*PROBLEM DESCRIPTION*
Return all lines below containing the word "fabs".

*MATERIALS PROVIDED*
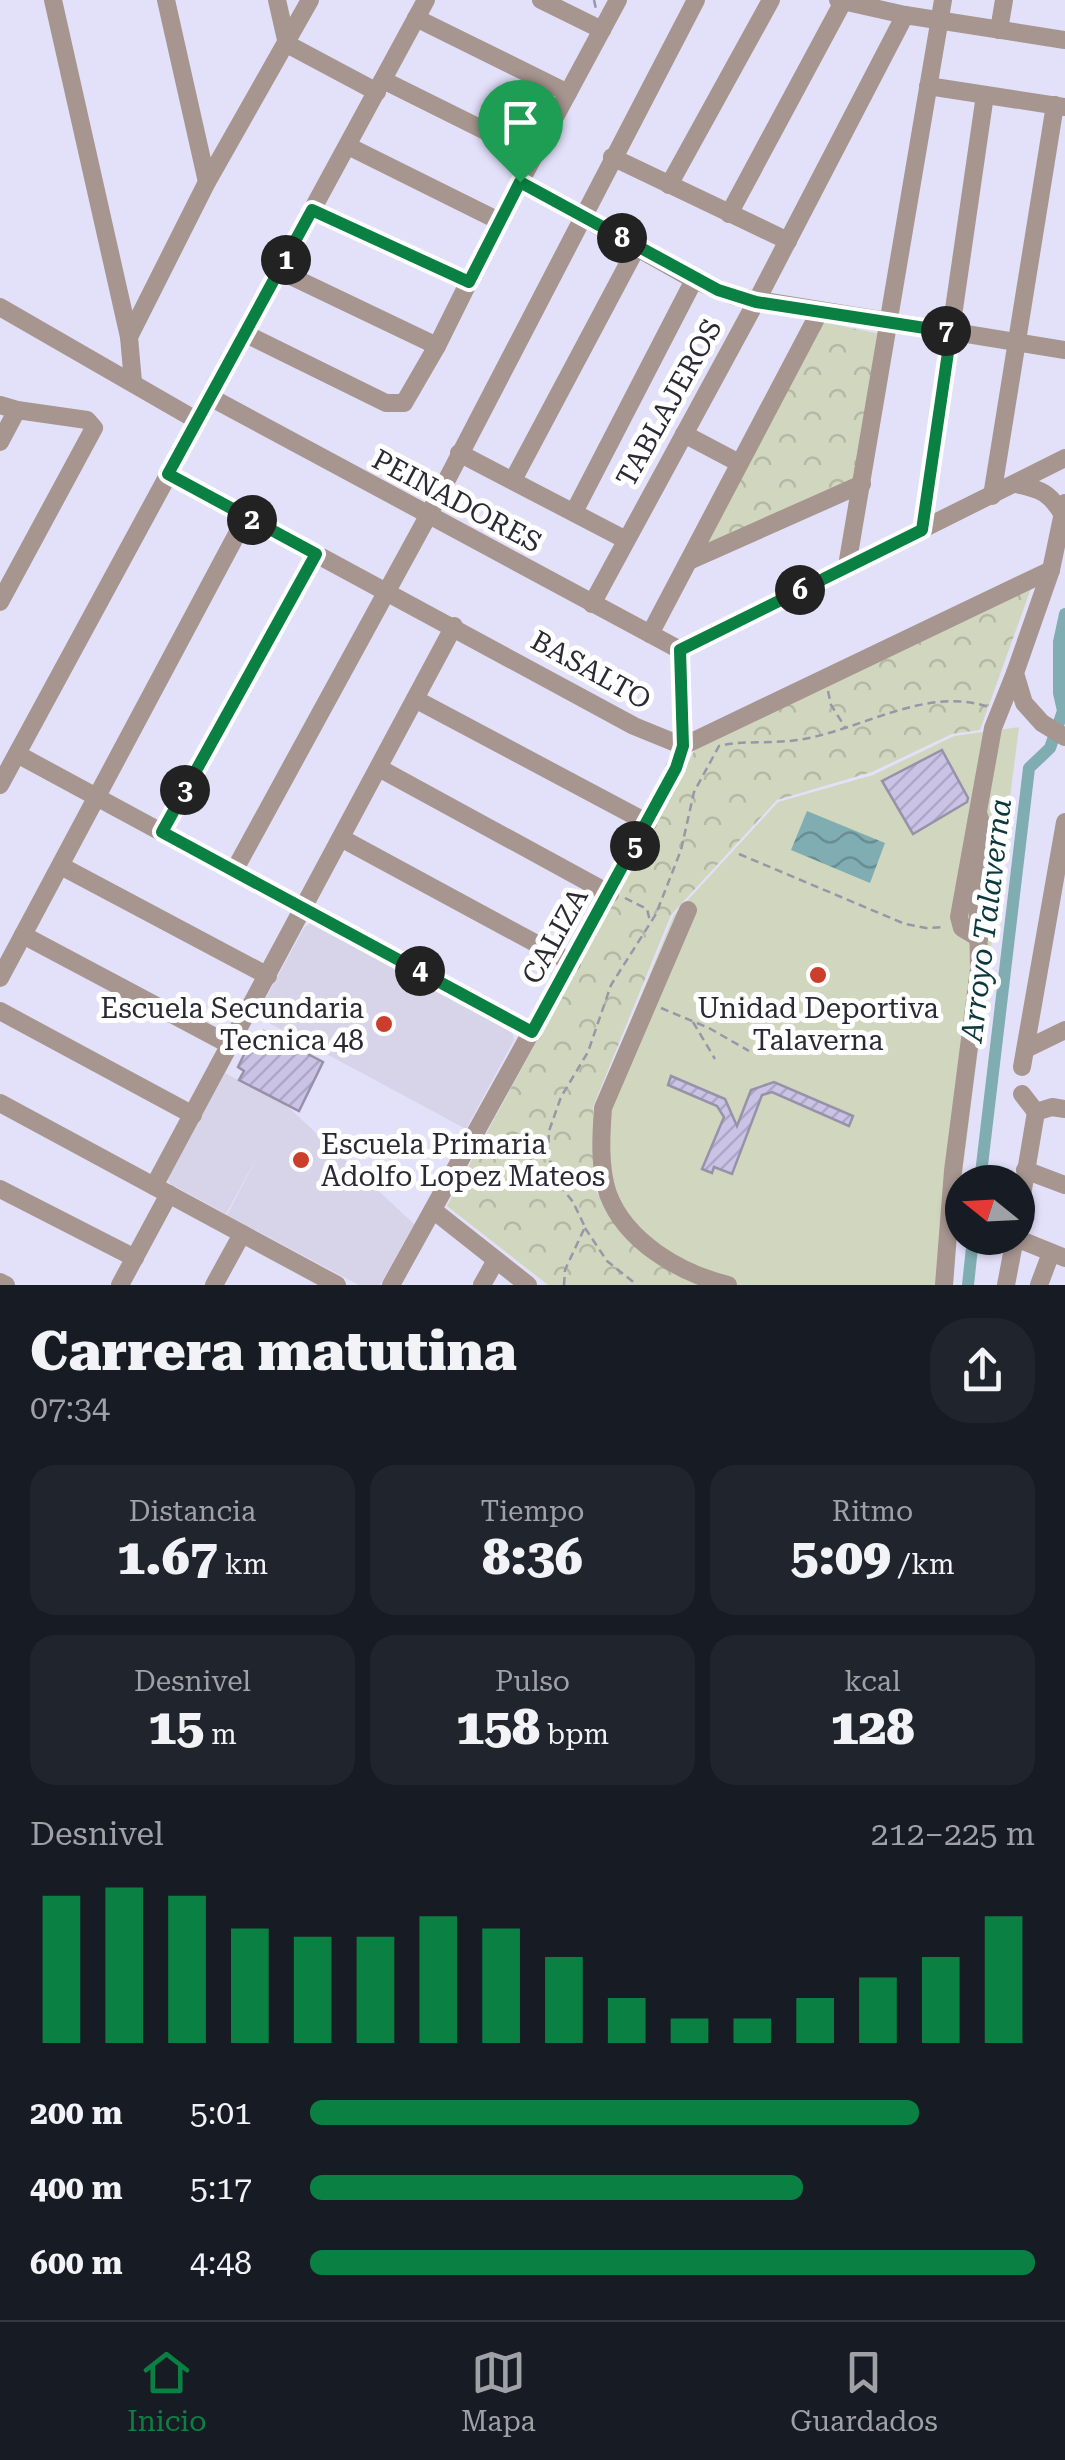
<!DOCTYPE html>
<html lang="es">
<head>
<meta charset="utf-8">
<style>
  body { margin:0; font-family:"Roboto Serif",serif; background:#20242c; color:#f1f3f6; height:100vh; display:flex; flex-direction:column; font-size:38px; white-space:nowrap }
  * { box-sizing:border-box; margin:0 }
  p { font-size:32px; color:#9ea1a6 }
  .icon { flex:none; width:55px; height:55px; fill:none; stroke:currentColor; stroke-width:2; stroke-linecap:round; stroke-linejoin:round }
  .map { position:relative; height:1285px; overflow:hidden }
  .side { display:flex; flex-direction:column; background:#171b24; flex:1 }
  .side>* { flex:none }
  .needle { width:65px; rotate:288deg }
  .fabs { position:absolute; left:945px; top:1165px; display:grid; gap:20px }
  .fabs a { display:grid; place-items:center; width:90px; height:90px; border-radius:50%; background:#171b24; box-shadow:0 2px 8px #0004; font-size:50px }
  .pin { position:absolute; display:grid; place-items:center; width:85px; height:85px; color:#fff; margin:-102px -42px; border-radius:50% 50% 50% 0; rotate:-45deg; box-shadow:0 0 10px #0007 }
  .pin .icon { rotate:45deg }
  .km { position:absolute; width:50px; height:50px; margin:-25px; border-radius:50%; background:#222; color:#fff; font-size:28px; line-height:50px; text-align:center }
  .round { display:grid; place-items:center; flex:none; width:105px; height:105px; border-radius:40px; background:#20242c }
  .summary { display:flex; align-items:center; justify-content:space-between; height:170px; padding:0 30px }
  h1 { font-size:55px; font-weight:800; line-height:75px }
  .metrics { display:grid; grid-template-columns:repeat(3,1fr); gap:15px; height:170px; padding:10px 30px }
  .metrics div { display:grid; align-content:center; border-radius:25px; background:#20242c; text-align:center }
  .metrics b { font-size:50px; font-weight:800 }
  .metrics small { font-size:28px; font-weight:400 }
  .metrics p { font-size:28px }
  .chart { height:280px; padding:20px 30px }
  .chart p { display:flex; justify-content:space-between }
  .chart svg { width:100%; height:180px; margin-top:10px; stroke:#0b8043; stroke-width:6 }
  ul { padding:0 30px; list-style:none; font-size:32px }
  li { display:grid; grid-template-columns:160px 120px 1fr; align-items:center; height:75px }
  li i { height:25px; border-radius:12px; background:#0b8043 }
  .tab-bar { display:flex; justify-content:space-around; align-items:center; height:140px; border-top:2px solid #363941; background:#171b24; font-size:28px; color:#9ea1a6 }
  .tab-bar a { display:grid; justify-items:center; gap:5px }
  .tab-bar .active { color:#0b8043 }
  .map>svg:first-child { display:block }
</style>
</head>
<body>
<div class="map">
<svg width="1065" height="1285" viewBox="0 0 1065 1285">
  <defs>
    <pattern id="forest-crowns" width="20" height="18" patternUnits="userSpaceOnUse" patternTransform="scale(2.5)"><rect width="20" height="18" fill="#d1d7be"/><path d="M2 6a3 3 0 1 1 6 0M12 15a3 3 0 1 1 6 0" fill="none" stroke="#b4b9a4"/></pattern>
    <pattern id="water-waves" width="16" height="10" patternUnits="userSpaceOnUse" patternTransform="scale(2.5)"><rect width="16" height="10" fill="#7fadb2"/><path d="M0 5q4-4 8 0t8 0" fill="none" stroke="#688d92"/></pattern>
    <pattern id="building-hatch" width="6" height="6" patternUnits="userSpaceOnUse" patternTransform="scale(2.5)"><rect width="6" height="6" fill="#cac3e6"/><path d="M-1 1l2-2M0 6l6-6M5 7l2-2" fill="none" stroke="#aea8c6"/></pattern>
  </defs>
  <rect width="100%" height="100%" fill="#e3e0fa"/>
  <g fill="#d7d3e8">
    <path d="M310,923L512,1032L514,1040L466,1129L256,1016L304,928Z"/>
    <path d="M225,1073L286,1105L414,1224L380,1285H359L227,1215L262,1148L226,1214L169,1183L168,1179Z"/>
  </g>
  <path fill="#d1d7be" d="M1019,727L948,1285H709L622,1221L596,1106L674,915L778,802L873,775L954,736Z"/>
  <g fill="url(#forest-crowns)">
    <path d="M822,322L881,334L856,478L701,548Z"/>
    <path d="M1033,583L980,730L952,734L872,772L777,800L671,915L593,1107L597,1193L635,1246L703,1285H548L447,1206L698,744Z"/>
  </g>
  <path fill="url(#water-waves)" d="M807,811L885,843L870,883L791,850Z"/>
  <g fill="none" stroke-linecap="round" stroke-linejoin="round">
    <g stroke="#7fadb2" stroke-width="12">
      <path d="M980,1182L1029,768L1050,748L1063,711L1059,693V642L1065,614"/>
      <path d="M968,1285L973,1238"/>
    </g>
  </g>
  <g fill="url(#building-hatch)" stroke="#9792aa" stroke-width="2.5">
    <path d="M942,750L968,798L967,802L913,834L882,781Z"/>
    <path d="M264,1031L323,1062L299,1111L239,1080L244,1071L238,1067L252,1038L260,1041Z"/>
    <path d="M671,1076L725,1099L737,1126L751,1090L774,1082L853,1116L849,1126L772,1092L762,1095L732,1174L714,1167L712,1173L702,1169L724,1117L717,1106L668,1085Z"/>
  </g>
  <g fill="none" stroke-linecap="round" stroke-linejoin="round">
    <g stroke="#9896a9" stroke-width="2.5" stroke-dasharray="8 5" stroke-linecap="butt">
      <path d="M594,0L596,9"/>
      <path d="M828,691L831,705L845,727"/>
      <path d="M739,854L905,924L926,928L944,927"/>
      <path d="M625,898L647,909L650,921"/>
      <path d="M661,1008L709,1028L749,1051"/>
      <path d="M693,1022L715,1059"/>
      <path d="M485,1150L547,1149"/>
      <path d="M585,1228L607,1261L637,1285"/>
      <path d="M564,1285L565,1270L585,1227L573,1202L559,1184L548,1155L549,1131L561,1097L588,1052L611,985L656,914L681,850L694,792L719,746C744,740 771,744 797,740C858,732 926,685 988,707"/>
    </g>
    <g stroke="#a79690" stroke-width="18">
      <path d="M53,0L129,337L133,382"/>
      <path d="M166,0L207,182"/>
      <path d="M277,0L287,44L377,92"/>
      <path d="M541,0L602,30"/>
      <path d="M838,0L905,15L1065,40"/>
      <path d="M416,18L568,93"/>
      <path d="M999,30L1004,0"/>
      <path d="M383,80L534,155"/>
      <path d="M928,86L1065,107"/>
      <path d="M348,146L499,221"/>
      <path d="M612,157L788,241"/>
      <path d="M520,182L694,280L733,296L1065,350"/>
      <path d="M669,185L771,0"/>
      <path d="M313,210L469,282"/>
      <path d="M729,214L844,0"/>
      <path d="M280,271L437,346"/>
      <path d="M0,307L196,420"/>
      <path d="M246,334L386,403H404L437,346L499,221L618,0"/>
      <path d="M129,337L207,182L310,0"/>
      <path d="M210,397L680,650"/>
      <path d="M0,405L17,410L87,420L94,428L0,602"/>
      <path d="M684,434L739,463"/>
      <path d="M0,442L17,410"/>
      <path d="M459,453L626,540"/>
      <path d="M168,474L634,726L683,746L1051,570"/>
      <path d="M513,480L637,247"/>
      <path d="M1016,484C1041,489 1050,493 1063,515"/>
      <path d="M992,496L1055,105"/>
      <path d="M1065,503L1051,570L1015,673L1024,703L1042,723L1065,737"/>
      <path d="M574,512L694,280"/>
      <path d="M922,530L985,95"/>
      <path d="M691,560L862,484"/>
      <path d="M847,566L943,0"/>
      <path d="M592,604L756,302L905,15"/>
      <path d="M650,634L820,311"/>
      <path d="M680,650L1065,458"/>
      <path d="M415,699L648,823"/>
      <path d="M17,754L533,1033"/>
      <path d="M379,768L610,894"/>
      <path d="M0,785L426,0"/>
      <path d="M162,832L316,554"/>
      <path d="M341,838L572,963"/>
      <path d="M61,866L268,976"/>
      <path d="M234,871L428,516L696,0"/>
      <path d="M688,910L603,1108C601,1136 599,1167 608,1194C626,1242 680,1273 728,1285"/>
      <path d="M23,935L230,1045"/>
      <path d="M979,938L962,928L959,917L993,728L1015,673"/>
      <path d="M0,978L246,517"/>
      <path d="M0,1011L193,1115"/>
      <path d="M1026,1049L1065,1030"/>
      <path d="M1022,1067L1065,822"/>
      <path d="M1022,1094L1036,1112"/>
      <path d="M0,1103L337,1285"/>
      <path d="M1036,1112L1052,1107L1065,1109"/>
      <path d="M1025,1170L1065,1185"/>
      <path d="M154,1186L454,626"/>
      <path d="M0,1189L135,1258"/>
      <path d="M433,1210L528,1285"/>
      <path d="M1018,1219L1036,1112"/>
      <path d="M1016,1238L1065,1258"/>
      <path d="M0,1282L6,1285"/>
      <path d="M120,1285L169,1194"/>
      <path d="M214,1285L242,1234"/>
      <path d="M391,1285L668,785L683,746L680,650"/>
      <path d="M482,1285L496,1260"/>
      <path d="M944,1285L953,1171L979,969L978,911L986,838L979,816"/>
      <path d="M1006,1285L1015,1238"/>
      <path d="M1039,1285L1051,1253"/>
    </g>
  </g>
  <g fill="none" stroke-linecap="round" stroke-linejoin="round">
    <defs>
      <path id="route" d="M520,182L718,290L756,302L951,332L922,530L680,650L683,746L676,768L532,1032L162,832L316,554L168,474L312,210L469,282Z"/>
    </defs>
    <use href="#route" stroke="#fff" stroke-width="20"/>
    <use href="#route" stroke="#0b8043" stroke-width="12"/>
  </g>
  <g fill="#cb3e2c" stroke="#fff" stroke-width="4">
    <circle cx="818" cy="975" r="10"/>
    <circle cx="384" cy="1024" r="10"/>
    <circle cx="301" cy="1160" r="10"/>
  </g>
  <g text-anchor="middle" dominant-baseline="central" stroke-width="10" stroke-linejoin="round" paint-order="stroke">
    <g font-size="28" fill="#2b2a34" stroke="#fff">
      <text transform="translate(669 403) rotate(-61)">TABLAJEROS</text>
      <text transform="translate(457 501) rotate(28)">PEINADORES</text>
      <text transform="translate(591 670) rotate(29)">BASALTO</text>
      <text transform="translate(555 936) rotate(-61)">CALIZA</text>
    </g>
    <g font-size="28" fill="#2b2a34" stroke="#fff" text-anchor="end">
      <text x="364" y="1008">Escuela Secundaria<tspan x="364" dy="32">Tecnica 48</tspan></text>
      <text x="818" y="1008" text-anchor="middle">Unidad Deportiva<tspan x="818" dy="32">Talaverna</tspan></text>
      <text x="321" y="1144" text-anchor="start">Escuela Primaria<tspan x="321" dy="32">Adolfo Lopez Mateos</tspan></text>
    </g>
    <g font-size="30" font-style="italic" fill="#0a383d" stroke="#fff">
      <text transform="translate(986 920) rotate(-83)">Arroyo Talaverna</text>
    </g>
  </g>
</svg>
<div class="fabs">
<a><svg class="needle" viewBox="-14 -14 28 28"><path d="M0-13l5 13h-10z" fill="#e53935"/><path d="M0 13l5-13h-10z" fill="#9ea1a6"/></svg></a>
</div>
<div class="pin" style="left:520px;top:182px;background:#1e9e55"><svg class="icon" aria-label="arrive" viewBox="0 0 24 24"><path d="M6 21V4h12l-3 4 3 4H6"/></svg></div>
<b class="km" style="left:286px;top:260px">1</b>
<b class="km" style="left:252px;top:520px">2</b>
<b class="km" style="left:185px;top:790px">3</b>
<b class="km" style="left:420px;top:971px">4</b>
<b class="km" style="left:635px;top:846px">5</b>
<b class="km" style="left:800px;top:590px">6</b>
<b class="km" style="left:946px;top:331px">7</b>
<b class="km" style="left:622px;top:238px">8</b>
</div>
<section class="side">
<div class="summary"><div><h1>Carrera matutina</h1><p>07:34</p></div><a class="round"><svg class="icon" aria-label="share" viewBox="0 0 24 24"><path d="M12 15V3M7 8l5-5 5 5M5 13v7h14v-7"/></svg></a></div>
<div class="metrics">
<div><p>Distancia</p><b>1.67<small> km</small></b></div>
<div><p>Tiempo</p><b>8:36</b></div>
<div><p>Ritmo</p><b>5:09<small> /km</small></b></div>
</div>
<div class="metrics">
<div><p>Desnivel</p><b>15<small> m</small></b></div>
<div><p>Pulso</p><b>158<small> bpm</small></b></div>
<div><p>kcal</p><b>128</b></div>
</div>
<div class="chart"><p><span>Desnivel</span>212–225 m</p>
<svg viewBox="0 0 160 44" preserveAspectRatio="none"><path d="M5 44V8M15 44V6M25 44V8M35 44V16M45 44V18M55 44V18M65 44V13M75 44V16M85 44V23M95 44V33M105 44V38M115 44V38M125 44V33M135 44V28M145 44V23M155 44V13"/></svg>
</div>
<ul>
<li><b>200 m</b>5:01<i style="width:84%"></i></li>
<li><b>400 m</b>5:17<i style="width:68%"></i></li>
<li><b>600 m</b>4:48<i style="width:100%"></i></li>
</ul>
</section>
<nav class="tab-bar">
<a class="active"><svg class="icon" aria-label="home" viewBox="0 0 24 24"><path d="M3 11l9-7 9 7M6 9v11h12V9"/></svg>Inicio</a>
<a><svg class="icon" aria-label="map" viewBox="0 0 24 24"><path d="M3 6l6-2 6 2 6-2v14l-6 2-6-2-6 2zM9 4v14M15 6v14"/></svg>Mapa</a>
<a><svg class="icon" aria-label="saved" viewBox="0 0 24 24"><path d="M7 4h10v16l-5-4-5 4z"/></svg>Guardados</a>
</nav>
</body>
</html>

*EXERCISE RESPONSE*
  .fabs { position:absolute; left:945px; top:1165px; display:grid; gap:20px }
  .fabs a { display:grid; place-items:center; width:90px; height:90px; border-radius:50%; background:#171b24; box-shadow:0 2px 8px #0004; font-size:50px }
<div class="fabs">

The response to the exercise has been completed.